(Supplied records begins)
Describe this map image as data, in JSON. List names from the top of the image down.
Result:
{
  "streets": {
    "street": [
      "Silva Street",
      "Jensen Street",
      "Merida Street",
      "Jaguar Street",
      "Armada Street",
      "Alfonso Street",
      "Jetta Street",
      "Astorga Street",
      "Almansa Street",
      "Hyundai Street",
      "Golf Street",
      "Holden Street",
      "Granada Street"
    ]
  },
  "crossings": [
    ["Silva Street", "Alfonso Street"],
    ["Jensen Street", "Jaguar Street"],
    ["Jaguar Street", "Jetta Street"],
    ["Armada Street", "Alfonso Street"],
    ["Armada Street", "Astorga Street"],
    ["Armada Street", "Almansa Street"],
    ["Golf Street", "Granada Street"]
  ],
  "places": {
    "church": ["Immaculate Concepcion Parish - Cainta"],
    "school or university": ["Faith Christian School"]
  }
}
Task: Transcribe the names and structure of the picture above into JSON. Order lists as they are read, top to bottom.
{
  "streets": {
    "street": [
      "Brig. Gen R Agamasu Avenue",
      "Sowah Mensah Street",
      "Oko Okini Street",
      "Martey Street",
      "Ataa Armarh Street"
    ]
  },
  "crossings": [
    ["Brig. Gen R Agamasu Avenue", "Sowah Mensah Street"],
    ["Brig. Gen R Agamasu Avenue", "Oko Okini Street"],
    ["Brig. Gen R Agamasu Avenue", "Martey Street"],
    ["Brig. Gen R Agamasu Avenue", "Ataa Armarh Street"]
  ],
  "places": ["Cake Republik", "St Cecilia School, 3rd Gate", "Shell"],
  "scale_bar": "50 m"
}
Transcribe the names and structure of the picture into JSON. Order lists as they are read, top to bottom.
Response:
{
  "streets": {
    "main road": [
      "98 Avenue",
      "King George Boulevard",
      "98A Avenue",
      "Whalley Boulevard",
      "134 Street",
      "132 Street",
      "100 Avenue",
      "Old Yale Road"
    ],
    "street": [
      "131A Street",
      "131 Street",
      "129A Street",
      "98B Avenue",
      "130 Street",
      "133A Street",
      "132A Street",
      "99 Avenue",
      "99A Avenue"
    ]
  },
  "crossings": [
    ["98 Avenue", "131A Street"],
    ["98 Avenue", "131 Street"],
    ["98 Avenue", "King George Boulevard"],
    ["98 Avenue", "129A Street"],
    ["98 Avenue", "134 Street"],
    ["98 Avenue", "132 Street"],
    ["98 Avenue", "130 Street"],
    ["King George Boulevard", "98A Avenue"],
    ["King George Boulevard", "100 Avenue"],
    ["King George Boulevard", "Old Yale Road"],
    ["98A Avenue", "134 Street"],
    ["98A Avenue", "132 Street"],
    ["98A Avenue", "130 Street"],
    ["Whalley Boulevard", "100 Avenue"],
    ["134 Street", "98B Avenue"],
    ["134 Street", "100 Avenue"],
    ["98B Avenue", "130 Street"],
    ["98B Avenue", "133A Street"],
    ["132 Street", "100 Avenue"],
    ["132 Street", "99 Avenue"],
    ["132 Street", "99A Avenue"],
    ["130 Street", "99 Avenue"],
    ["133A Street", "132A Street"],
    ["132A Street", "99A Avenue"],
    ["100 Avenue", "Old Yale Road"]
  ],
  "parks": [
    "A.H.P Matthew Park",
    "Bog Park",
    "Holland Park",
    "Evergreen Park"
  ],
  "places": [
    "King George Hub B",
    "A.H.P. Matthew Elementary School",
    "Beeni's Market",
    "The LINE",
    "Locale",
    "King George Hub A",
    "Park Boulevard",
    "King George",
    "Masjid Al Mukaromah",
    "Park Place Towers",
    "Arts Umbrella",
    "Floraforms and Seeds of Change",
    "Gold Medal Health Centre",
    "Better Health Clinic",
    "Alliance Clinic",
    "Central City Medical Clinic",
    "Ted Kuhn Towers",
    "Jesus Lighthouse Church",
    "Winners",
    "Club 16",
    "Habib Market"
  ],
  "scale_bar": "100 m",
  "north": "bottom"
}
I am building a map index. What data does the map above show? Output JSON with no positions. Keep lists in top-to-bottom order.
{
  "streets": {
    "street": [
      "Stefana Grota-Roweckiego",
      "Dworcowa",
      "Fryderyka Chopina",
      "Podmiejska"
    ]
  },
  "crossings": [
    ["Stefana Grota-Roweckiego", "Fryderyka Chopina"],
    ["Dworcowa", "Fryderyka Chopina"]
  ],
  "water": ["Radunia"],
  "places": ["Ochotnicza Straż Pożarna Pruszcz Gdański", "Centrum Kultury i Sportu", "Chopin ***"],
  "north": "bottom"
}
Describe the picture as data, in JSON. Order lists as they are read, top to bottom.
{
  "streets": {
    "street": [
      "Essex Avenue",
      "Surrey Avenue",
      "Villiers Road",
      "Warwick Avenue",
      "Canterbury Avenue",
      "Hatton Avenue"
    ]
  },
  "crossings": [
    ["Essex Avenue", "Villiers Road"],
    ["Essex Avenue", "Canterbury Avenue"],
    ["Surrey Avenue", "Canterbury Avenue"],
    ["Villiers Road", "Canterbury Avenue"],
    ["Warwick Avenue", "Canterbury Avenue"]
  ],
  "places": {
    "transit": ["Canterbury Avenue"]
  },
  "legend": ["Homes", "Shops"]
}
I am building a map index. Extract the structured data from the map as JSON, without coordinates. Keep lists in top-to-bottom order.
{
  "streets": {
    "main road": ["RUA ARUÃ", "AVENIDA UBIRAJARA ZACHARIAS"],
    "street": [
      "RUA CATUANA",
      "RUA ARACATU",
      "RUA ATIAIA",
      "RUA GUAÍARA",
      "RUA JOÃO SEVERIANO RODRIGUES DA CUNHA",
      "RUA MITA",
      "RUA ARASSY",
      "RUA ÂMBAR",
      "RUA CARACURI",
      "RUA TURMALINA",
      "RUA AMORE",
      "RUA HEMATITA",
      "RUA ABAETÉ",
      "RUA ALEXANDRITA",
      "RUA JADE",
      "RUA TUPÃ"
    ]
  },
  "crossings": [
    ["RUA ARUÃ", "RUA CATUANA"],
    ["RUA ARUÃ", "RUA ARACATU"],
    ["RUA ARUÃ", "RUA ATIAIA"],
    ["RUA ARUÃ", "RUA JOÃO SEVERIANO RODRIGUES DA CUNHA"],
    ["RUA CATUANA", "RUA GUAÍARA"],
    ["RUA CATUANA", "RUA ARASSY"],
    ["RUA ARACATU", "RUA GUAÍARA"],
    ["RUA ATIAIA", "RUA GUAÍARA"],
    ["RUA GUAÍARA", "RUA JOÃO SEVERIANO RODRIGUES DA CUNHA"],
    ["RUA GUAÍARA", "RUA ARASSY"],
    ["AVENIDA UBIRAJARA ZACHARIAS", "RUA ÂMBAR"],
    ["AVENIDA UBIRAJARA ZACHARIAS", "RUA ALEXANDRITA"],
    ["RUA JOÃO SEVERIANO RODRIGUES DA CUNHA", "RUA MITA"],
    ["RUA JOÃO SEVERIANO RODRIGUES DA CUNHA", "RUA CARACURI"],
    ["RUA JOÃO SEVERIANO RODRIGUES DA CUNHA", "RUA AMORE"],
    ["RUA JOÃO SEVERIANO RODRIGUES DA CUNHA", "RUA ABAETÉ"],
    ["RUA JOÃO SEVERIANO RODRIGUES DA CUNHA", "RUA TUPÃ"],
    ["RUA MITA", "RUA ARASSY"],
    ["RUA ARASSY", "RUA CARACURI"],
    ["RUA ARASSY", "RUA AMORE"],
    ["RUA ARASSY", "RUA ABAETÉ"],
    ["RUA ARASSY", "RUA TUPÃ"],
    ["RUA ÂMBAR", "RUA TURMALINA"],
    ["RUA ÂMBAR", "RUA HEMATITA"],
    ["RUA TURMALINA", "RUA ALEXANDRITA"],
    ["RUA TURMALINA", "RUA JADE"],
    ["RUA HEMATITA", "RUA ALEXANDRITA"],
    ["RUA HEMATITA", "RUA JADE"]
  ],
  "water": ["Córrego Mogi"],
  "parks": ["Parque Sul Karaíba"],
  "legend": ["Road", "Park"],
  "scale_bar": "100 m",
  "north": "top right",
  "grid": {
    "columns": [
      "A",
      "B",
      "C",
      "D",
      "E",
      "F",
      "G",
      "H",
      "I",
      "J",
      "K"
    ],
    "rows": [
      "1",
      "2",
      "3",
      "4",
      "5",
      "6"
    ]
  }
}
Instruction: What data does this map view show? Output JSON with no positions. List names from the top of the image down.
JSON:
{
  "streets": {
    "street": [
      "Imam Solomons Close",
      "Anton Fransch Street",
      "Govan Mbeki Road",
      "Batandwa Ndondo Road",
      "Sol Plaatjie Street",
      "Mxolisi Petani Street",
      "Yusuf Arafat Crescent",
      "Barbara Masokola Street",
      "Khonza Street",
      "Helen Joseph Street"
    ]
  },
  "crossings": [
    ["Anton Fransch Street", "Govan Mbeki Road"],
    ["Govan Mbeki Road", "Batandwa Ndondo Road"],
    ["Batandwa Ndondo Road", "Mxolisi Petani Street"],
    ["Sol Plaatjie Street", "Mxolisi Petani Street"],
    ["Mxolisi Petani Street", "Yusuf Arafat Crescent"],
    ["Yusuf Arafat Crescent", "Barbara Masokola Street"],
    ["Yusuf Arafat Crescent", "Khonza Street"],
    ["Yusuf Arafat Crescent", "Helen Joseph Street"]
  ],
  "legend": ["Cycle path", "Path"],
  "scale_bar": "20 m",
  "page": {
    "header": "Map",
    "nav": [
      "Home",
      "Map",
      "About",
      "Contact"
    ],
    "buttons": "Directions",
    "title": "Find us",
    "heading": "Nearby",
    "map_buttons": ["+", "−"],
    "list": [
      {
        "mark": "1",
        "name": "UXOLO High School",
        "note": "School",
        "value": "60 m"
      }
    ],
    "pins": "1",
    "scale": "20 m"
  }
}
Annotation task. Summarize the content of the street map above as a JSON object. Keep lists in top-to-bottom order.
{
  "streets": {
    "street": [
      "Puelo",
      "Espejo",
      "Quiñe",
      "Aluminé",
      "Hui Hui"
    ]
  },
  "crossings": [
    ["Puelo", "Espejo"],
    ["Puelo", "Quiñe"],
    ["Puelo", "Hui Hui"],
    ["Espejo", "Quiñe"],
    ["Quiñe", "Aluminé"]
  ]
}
(Supplied records ends)
Copy, from the lines above, each one that holds "TURMALINA".

> **Result of the task**
      "RUA TURMALINA",
    ["RUA ÂMBAR", "RUA TURMALINA"],
    ["RUA TURMALINA", "RUA ALEXANDRITA"],
    ["RUA TURMALINA", "RUA JADE"],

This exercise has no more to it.